→ What you have to do:
Reproduce each record below exactly as written.

################

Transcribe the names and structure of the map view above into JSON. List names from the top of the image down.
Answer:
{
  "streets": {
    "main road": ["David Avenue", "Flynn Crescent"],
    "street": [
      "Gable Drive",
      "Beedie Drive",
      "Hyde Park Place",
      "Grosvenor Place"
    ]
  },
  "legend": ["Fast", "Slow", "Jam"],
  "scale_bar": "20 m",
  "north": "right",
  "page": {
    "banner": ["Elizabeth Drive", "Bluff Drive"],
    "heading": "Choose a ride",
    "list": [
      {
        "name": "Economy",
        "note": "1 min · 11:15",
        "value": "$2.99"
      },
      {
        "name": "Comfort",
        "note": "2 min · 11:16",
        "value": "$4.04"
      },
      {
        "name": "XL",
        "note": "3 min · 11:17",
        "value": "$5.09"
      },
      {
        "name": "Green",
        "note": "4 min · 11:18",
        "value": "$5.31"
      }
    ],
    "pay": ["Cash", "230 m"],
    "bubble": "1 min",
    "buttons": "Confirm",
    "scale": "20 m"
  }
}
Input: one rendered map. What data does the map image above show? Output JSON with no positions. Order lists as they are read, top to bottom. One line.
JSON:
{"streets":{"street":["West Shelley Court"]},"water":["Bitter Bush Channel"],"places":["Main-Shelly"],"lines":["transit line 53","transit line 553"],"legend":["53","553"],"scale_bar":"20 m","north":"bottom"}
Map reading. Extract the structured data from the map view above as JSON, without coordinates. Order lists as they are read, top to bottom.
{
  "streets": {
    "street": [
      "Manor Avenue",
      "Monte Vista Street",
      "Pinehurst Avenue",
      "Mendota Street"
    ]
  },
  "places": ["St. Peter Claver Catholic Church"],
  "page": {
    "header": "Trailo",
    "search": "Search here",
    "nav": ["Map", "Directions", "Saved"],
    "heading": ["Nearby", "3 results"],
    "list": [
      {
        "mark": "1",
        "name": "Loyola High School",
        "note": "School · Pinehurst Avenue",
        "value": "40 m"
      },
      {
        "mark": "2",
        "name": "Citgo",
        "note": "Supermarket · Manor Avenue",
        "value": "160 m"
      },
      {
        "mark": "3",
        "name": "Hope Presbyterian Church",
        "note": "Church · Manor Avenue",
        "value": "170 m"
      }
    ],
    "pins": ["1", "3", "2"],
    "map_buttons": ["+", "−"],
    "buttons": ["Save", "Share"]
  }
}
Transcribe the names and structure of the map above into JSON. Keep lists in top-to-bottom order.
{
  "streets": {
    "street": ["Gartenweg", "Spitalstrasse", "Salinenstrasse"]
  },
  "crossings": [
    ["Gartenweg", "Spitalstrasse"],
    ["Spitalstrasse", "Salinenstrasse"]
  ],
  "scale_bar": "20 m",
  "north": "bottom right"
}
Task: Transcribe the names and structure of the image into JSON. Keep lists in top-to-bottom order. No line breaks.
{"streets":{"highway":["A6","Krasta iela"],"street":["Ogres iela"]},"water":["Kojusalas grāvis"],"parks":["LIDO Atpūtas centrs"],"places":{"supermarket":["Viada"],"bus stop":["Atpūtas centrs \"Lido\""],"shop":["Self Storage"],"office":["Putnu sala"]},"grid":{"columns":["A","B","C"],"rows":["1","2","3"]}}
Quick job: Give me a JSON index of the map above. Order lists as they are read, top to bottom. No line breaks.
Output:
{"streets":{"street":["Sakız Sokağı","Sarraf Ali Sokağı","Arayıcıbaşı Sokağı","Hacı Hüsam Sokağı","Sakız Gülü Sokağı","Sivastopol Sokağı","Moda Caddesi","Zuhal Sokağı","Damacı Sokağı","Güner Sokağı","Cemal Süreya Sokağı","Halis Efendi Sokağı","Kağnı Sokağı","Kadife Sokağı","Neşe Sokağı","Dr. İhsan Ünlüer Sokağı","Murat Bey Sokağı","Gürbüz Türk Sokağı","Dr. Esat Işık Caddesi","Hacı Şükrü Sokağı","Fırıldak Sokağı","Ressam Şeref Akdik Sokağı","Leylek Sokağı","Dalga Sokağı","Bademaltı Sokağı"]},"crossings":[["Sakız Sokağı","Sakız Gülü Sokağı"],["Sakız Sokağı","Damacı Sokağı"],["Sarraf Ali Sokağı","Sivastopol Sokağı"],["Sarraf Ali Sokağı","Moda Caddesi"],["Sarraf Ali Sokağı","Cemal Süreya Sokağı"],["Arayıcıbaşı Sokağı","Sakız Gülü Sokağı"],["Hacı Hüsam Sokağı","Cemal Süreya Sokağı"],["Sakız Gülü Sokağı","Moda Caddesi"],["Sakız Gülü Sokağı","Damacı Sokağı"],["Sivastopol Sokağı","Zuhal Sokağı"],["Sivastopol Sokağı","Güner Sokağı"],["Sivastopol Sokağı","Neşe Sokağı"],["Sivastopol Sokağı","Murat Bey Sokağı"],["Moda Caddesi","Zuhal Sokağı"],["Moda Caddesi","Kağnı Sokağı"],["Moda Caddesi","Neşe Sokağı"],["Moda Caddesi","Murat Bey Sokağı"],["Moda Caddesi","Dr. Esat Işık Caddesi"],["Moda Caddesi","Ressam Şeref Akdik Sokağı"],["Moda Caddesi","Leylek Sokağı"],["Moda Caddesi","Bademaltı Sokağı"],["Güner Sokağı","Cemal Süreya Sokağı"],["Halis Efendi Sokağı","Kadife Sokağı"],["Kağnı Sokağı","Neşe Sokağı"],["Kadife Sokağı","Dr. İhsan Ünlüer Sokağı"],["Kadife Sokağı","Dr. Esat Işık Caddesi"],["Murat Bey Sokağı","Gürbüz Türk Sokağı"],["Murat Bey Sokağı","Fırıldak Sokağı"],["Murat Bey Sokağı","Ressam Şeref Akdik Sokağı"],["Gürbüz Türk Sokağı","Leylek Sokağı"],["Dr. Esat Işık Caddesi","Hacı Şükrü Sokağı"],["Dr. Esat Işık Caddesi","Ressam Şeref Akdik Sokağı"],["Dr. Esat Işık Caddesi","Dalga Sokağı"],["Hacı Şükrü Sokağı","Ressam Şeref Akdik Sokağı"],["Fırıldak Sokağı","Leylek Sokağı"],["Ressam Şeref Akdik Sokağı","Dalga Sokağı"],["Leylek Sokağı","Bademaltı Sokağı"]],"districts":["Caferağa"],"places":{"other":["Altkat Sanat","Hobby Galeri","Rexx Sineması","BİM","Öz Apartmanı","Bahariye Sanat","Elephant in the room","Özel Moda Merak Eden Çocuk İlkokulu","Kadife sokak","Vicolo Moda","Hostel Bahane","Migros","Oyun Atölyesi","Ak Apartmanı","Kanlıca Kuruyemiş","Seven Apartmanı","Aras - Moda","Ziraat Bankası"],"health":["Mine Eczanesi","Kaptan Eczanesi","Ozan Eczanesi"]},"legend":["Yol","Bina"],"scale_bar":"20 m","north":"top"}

################

→ Task result:
Transcribe the names and structure of the map view above into JSON. List names from the top of the image down.
Answer:
{
  "streets": {
    "main road": ["David Avenue", "Flynn Crescent"],
    "street": [
      "Gable Drive",
      "Beedie Drive",
      "Hyde Park Place",
      "Grosvenor Place"
    ]
  },
  "legend": ["Fast", "Slow", "Jam"],
  "scale_bar": "20 m",
  "north": "right",
  "page": {
    "banner": ["Elizabeth Drive", "Bluff Drive"],
    "heading": "Choose a ride",
    "list": [
      {
        "name": "Economy",
        "note": "1 min · 11:15",
        "value": "$2.99"
      },
      {
        "name": "Comfort",
        "note": "2 min · 11:16",
        "value": "$4.04"
      },
      {
        "name": "XL",
        "note": "3 min · 11:17",
        "value": "$5.09"
      },
      {
        "name": "Green",
        "note": "4 min · 11:18",
        "value": "$5.31"
      }
    ],
    "pay": ["Cash", "230 m"],
    "bubble": "1 min",
    "buttons": "Confirm",
    "scale": "20 m"
  }
}
Input: one rendered map. What data does the map image above show? Output JSON with no positions. Order lists as they are read, top to bottom. One line.
JSON:
{"streets":{"street":["West Shelley Court"]},"water":["Bitter Bush Channel"],"places":["Main-Shelly"],"lines":["transit line 53","transit line 553"],"legend":["53","553"],"scale_bar":"20 m","north":"bottom"}
Map reading. Extract the structured data from the map view above as JSON, without coordinates. Order lists as they are read, top to bottom.
{
  "streets": {
    "street": [
      "Manor Avenue",
      "Monte Vista Street",
      "Pinehurst Avenue",
      "Mendota Street"
    ]
  },
  "places": ["St. Peter Claver Catholic Church"],
  "page": {
    "header": "Trailo",
    "search": "Search here",
    "nav": ["Map", "Directions", "Saved"],
    "heading": ["Nearby", "3 results"],
    "list": [
      {
        "mark": "1",
        "name": "Loyola High School",
        "note": "School · Pinehurst Avenue",
        "value": "40 m"
      },
      {
        "mark": "2",
        "name": "Citgo",
        "note": "Supermarket · Manor Avenue",
        "value": "160 m"
      },
      {
        "mark": "3",
        "name": "Hope Presbyterian Church",
        "note": "Church · Manor Avenue",
        "value": "170 m"
      }
    ],
    "pins": ["1", "3", "2"],
    "map_buttons": ["+", "−"],
    "buttons": ["Save", "Share"]
  }
}
Transcribe the names and structure of the map above into JSON. Keep lists in top-to-bottom order.
{
  "streets": {
    "street": ["Gartenweg", "Spitalstrasse", "Salinenstrasse"]
  },
  "crossings": [
    ["Gartenweg", "Spitalstrasse"],
    ["Spitalstrasse", "Salinenstrasse"]
  ],
  "scale_bar": "20 m",
  "north": "bottom right"
}
Task: Transcribe the names and structure of the image into JSON. Keep lists in top-to-bottom order. No line breaks.
{"streets":{"highway":["A6","Krasta iela"],"street":["Ogres iela"]},"water":["Kojusalas grāvis"],"parks":["LIDO Atpūtas centrs"],"places":{"supermarket":["Viada"],"bus stop":["Atpūtas centrs \"Lido\""],"shop":["Self Storage"],"office":["Putnu sala"]},"grid":{"columns":["A","B","C"],"rows":["1","2","3"]}}
Quick job: Give me a JSON index of the map above. Order lists as they are read, top to bottom. No line breaks.
Output:
{"streets":{"street":["Sakız Sokağı","Sarraf Ali Sokağı","Arayıcıbaşı Sokağı","Hacı Hüsam Sokağı","Sakız Gülü Sokağı","Sivastopol Sokağı","Moda Caddesi","Zuhal Sokağı","Damacı Sokağı","Güner Sokağı","Cemal Süreya Sokağı","Halis Efendi Sokağı","Kağnı Sokağı","Kadife Sokağı","Neşe Sokağı","Dr. İhsan Ünlüer Sokağı","Murat Bey Sokağı","Gürbüz Türk Sokağı","Dr. Esat Işık Caddesi","Hacı Şükrü Sokağı","Fırıldak Sokağı","Ressam Şeref Akdik Sokağı","Leylek Sokağı","Dalga Sokağı","Bademaltı Sokağı"]},"crossings":[["Sakız Sokağı","Sakız Gülü Sokağı"],["Sakız Sokağı","Damacı Sokağı"],["Sarraf Ali Sokağı","Sivastopol Sokağı"],["Sarraf Ali Sokağı","Moda Caddesi"],["Sarraf Ali Sokağı","Cemal Süreya Sokağı"],["Arayıcıbaşı Sokağı","Sakız Gülü Sokağı"],["Hacı Hüsam Sokağı","Cemal Süreya Sokağı"],["Sakız Gülü Sokağı","Moda Caddesi"],["Sakız Gülü Sokağı","Damacı Sokağı"],["Sivastopol Sokağı","Zuhal Sokağı"],["Sivastopol Sokağı","Güner Sokağı"],["Sivastopol Sokağı","Neşe Sokağı"],["Sivastopol Sokağı","Murat Bey Sokağı"],["Moda Caddesi","Zuhal Sokağı"],["Moda Caddesi","Kağnı Sokağı"],["Moda Caddesi","Neşe Sokağı"],["Moda Caddesi","Murat Bey Sokağı"],["Moda Caddesi","Dr. Esat Işık Caddesi"],["Moda Caddesi","Ressam Şeref Akdik Sokağı"],["Moda Caddesi","Leylek Sokağı"],["Moda Caddesi","Bademaltı Sokağı"],["Güner Sokağı","Cemal Süreya Sokağı"],["Halis Efendi Sokağı","Kadife Sokağı"],["Kağnı Sokağı","Neşe Sokağı"],["Kadife Sokağı","Dr. İhsan Ünlüer Sokağı"],["Kadife Sokağı","Dr. Esat Işık Caddesi"],["Murat Bey Sokağı","Gürbüz Türk Sokağı"],["Murat Bey Sokağı","Fırıldak Sokağı"],["Murat Bey Sokağı","Ressam Şeref Akdik Sokağı"],["Gürbüz Türk Sokağı","Leylek Sokağı"],["Dr. Esat Işık Caddesi","Hacı Şükrü Sokağı"],["Dr. Esat Işık Caddesi","Ressam Şeref Akdik Sokağı"],["Dr. Esat Işık Caddesi","Dalga Sokağı"],["Hacı Şükrü Sokağı","Ressam Şeref Akdik Sokağı"],["Fırıldak Sokağı","Leylek Sokağı"],["Ressam Şeref Akdik Sokağı","Dalga Sokağı"],["Leylek Sokağı","Bademaltı Sokağı"]],"districts":["Caferağa"],"places":{"other":["Altkat Sanat","Hobby Galeri","Rexx Sineması","BİM","Öz Apartmanı","Bahariye Sanat","Elephant in the room","Özel Moda Merak Eden Çocuk İlkokulu","Kadife sokak","Vicolo Moda","Hostel Bahane","Migros","Oyun Atölyesi","Ak Apartmanı","Kanlıca Kuruyemiş","Seven Apartmanı","Aras - Moda","Ziraat Bankası"],"health":["Mine Eczanesi","Kaptan Eczanesi","Ozan Eczanesi"]},"legend":["Yol","Bina"],"scale_bar":"20 m","north":"top"}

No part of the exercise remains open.